● **Exercise material**
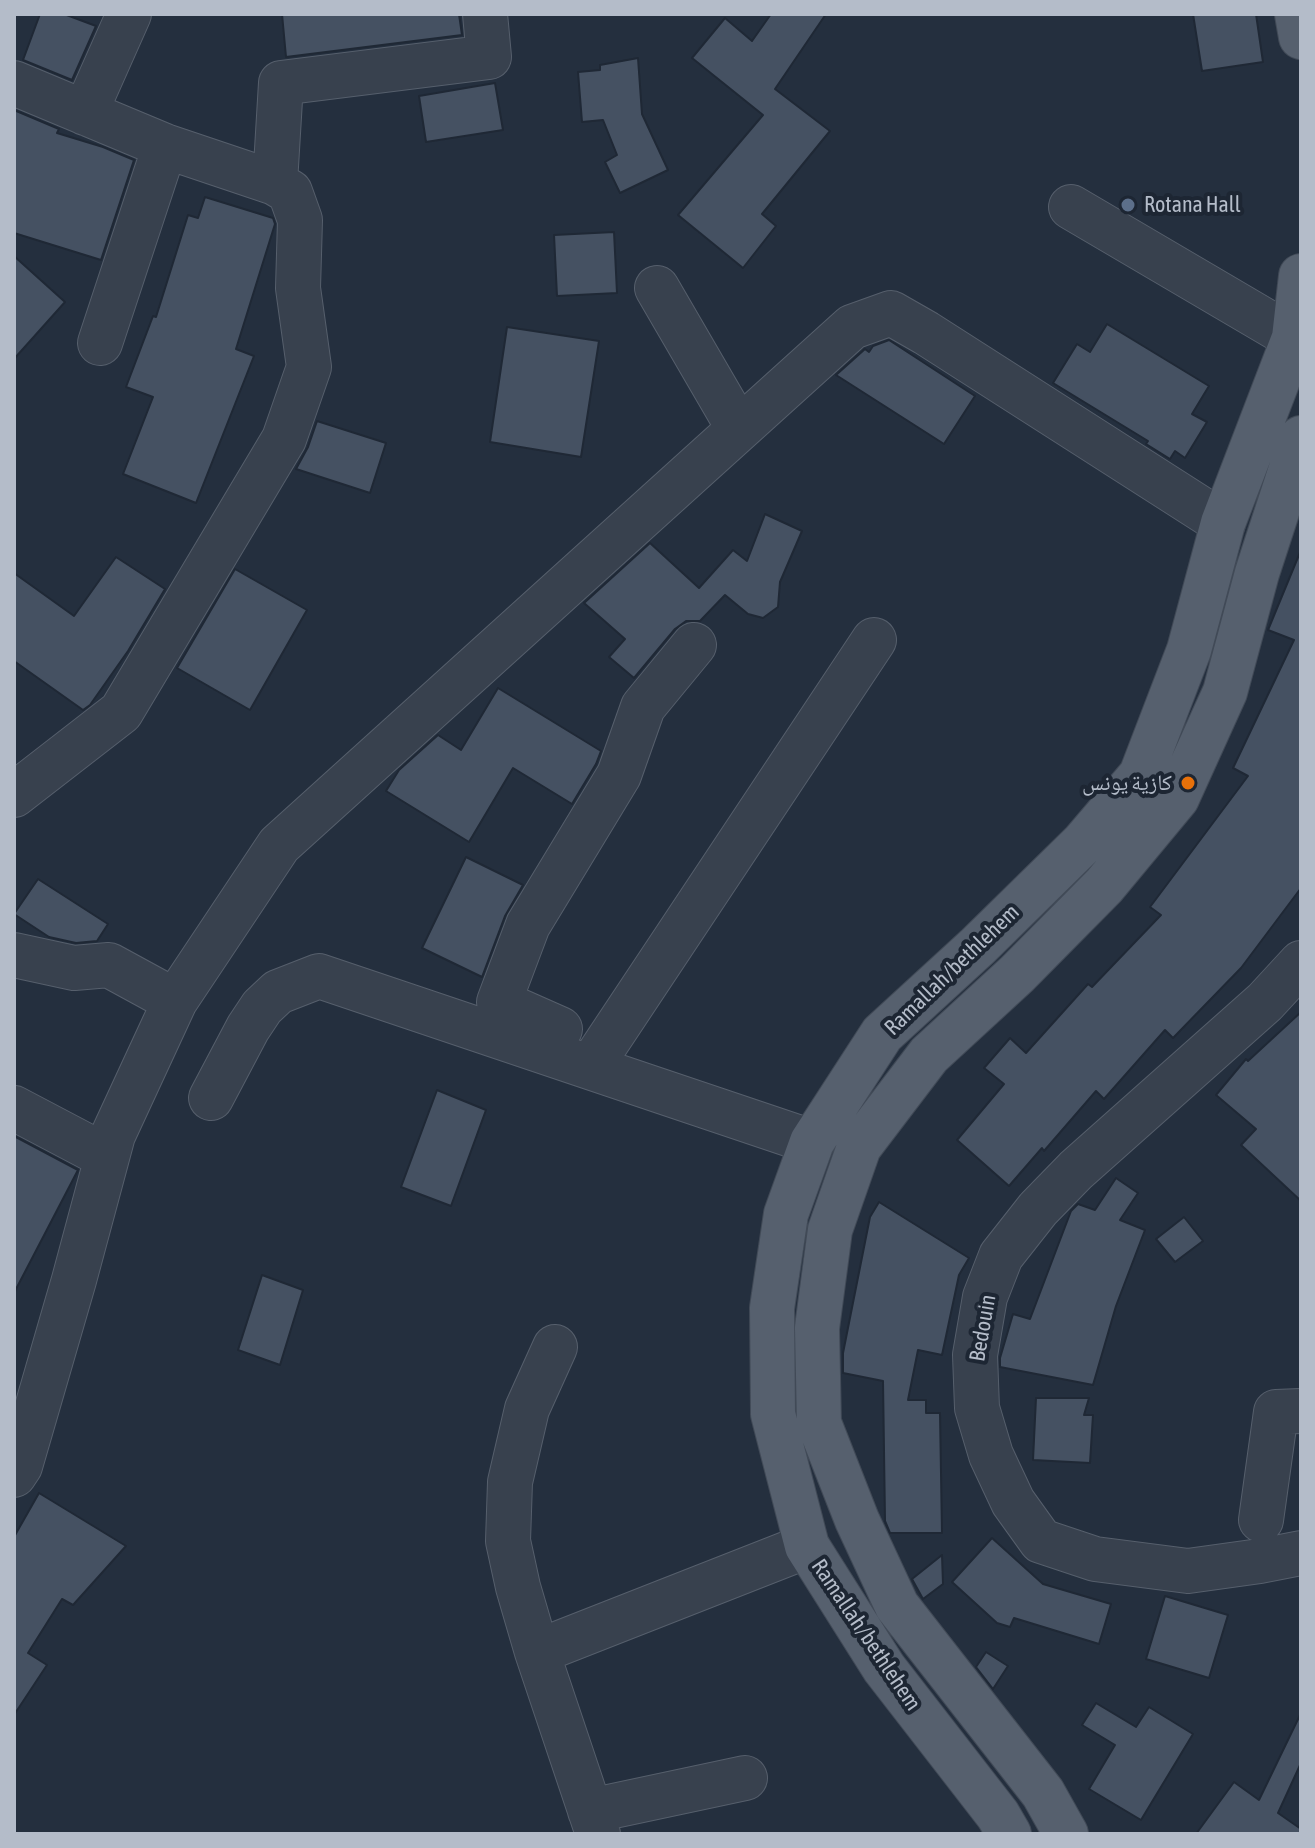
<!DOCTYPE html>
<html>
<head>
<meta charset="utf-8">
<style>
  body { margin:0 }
  #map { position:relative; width:1315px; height:1848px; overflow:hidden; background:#242f3e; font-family:"Asap Condensed",sans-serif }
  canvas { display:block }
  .frame { position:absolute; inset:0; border:16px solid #b4bcc9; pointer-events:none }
</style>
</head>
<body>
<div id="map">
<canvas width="1315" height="1848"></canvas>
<div class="frame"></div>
</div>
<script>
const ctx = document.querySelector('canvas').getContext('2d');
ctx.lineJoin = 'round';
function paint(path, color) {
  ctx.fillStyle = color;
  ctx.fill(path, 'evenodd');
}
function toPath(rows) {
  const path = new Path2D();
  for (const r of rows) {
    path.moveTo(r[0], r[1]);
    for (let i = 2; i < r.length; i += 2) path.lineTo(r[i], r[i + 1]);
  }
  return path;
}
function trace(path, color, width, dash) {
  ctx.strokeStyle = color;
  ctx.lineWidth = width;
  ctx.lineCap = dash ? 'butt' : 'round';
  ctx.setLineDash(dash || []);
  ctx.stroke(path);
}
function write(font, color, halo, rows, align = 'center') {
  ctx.font = font + ' "Asap Condensed","Noto Naskh Arabic",sans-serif';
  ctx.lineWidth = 8;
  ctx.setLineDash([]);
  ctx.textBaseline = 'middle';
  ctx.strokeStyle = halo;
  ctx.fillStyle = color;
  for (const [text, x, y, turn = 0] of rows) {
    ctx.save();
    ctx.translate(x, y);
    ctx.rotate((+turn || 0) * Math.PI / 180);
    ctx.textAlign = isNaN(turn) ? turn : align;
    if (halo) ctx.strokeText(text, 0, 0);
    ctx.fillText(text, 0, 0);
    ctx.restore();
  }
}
const building = toPath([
  [40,14,64,14,96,26,72,80,23,60,40,14],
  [282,14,459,14,462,35,286,57,282,14],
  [771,14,826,14,775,89,830,131,762,214,776,226,743,268,678,215,763,115,692,58,725,18,752,41,771,14],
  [1193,14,1256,14,1263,62,1202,71,1193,14],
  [638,58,642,114,668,170,620,193,605,162,617,155,603,120,582,122,578,72,600,70,600,65,638,58],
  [495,83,503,130,426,142,419,96,495,83],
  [14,110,59,129,57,133,103,147,134,160,101,260,14,233,14,110],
  [205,197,273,218,275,224,236,349,254,356,196,503,123,474,153,397,126,387,153,316,156,317,188,215,198,218,205,197],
  [614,232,617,293,557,296,554,235,614,232],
  [14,256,65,302,14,359,14,256],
  [1107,324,1209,386,1192,414,1207,422,1185,458,1175,451,1170,459,1146,444,1148,441,1053,383,1077,344,1090,352,1107,324],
  [507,327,599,341,581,457,490,442,507,327],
  [889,340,975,396,944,444,836,375,865,349,869,352,873,346,889,340],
  [317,421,386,443,370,493,296,469,308,447,317,421],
  [765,514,802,531,780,582,778,607,763,618,748,614,725,595,700,621,686,621,675,629,634,678,609,657,625,639,584,603,650,543,699,588,733,550,747,561,765,514],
  [1301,550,1301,888,1241,968,1173,1038,1165,1030,1104,1099,1096,1091,1044,1151,1042,1148,1009,1186,957,1140,1004,1084,984,1068,1010,1038,1026,1053,1088,984,1092,987,1161,915,1150,907,1248,776,1233,768,1294,640,1268,630,1301,550],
  [116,557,165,589,128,651,90,705,83,710,14,661,14,573,74,616,116,557],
  [235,569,307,610,250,710,177,668,235,569],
  [498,688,601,751,596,764,572,804,513,768,469,842,386,791,399,770,438,735,461,750,498,688],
  [466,857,523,885,505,916,482,977,422,948,466,857],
  [38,879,108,924,97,941,76,943,49,937,14,914,38,879],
  [1301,1012,1301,1201,1241,1145,1256,1129,1216,1095,1246,1059,1248,1061,1301,1012],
  [437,1090,486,1110,451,1206,401,1187,437,1090],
  [14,1136,78,1170,14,1293,14,1136],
  [1116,1178,1138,1193,1120,1220,1145,1230,1116,1306,1093,1385,1000,1367,1000,1358,1013,1314,1030,1319,1071,1211,1078,1204,1095,1210,1116,1178],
  [879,1202,969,1258,959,1275,942,1355,918,1350,908,1400,926,1400,926,1413,940,1413,942,1533,890,1533,885,1521,883,1381,843,1373,843,1353,870,1217,879,1202],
  [1184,1217,1203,1241,1175,1262,1156,1239,1184,1217],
  [262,1275,303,1290,280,1365,238,1350,262,1275],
  [1036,1398,1089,1398,1084,1415,1093,1415,1090,1463,1033,1460,1036,1398],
  [39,1493,126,1546,73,1605,62,1599,28,1653,47,1665,14,1715,14,1537,39,1493],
  [992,1538,1043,1584,1111,1604,1099,1644,1014,1618,1010,1627,997,1623,952,1582,992,1538],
  [942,1555,943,1584,923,1599,912,1579,942,1555],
  [1165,1596,1228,1615,1209,1678,1146,1659,1165,1596],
  [986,1652,1008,1666,993,1689,976,1667,986,1652],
  [1096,1703,1136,1727,1149,1707,1193,1734,1141,1820,1089,1789,1115,1745,1082,1725,1096,1703],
  [1301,1713,1301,1763,1278,1813,1301,1829,1301,1834,1196,1834,1234,1782,1259,1800,1301,1713]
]);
paint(building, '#455162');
trace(building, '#1f2835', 2);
const minor = toPath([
  [14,83,165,146,275,183,290,192,300,220,298,288,309,367,284,439,121,712,14,795],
  [85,113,129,14],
  [275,183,281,83,489,57,485,14],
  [1071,207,1294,338],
  [657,288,739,429],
  [100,343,165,146],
  [14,955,74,968,109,965,175,1001],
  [1301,963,1265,1002,1076,1170,1038,1209,1001,1256,985,1297,975,1355,977,1408,991,1455,1013,1502,1041,1541,1095,1559,1188,1571,1260,1561,1301,1553],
  [560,1029,499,1002,528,925,619,775,643,707,694,645],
  [591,1066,874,640],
  [211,1098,248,1028,262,1007,278,992,319,976,812,1142],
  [14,1108,107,1157],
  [555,1347,527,1409,510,1482,508,1541,518,1587,537,1652,598,1834],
  [14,1475,20,1466,74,1280,113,1135,175,1001,279,845,852,327,891,313,926,333,1223,523],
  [1261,1520,1276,1412,1301,1411],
  [537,1652,807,1546],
  [590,1811,745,1778]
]);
const major = toPath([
  [1297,14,1301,37],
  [1009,1834,998,1815,884,1668,807,1546,773,1414,772,1308,786,1214,812,1142,882,1034,978,946,1083,843,1141,775,1189,650,1223,523,1294,338,1301,276],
  [1066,1834,1043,1793,897,1606,857,1520,819,1423,817,1328,830,1230,859,1147,929,1055,1017,974,1104,886,1177,798,1225,692,1257,573,1301,438]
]);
trace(minor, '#565f6c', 46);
trace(major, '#414a57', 46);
trace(minor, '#38414e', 44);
trace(major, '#56606e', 44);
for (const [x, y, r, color] of [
  [1128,205,8,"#5c6f8a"],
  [1188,783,8,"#e8710a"]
]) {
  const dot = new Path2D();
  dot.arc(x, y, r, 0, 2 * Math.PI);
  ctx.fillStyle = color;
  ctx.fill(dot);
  trace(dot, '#1d2633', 3);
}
write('22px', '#b4bcc9', '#1d2633', [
  ["Rotana Hall",1144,205],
  ["كازية يونس",1172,783,"right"]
], 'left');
write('22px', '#b4bcc9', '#1d2633', [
  ["Ramallah/bethlehem",952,970,-44],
  ["Bedouin",983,1328,-80],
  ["Ramallah/bethlehem",866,1635,56]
]);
</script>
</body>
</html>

● **Exercise goal**
Determine how many lines of the data include the word "function". Reply with the count and no other text.

● **Completed exercise**
4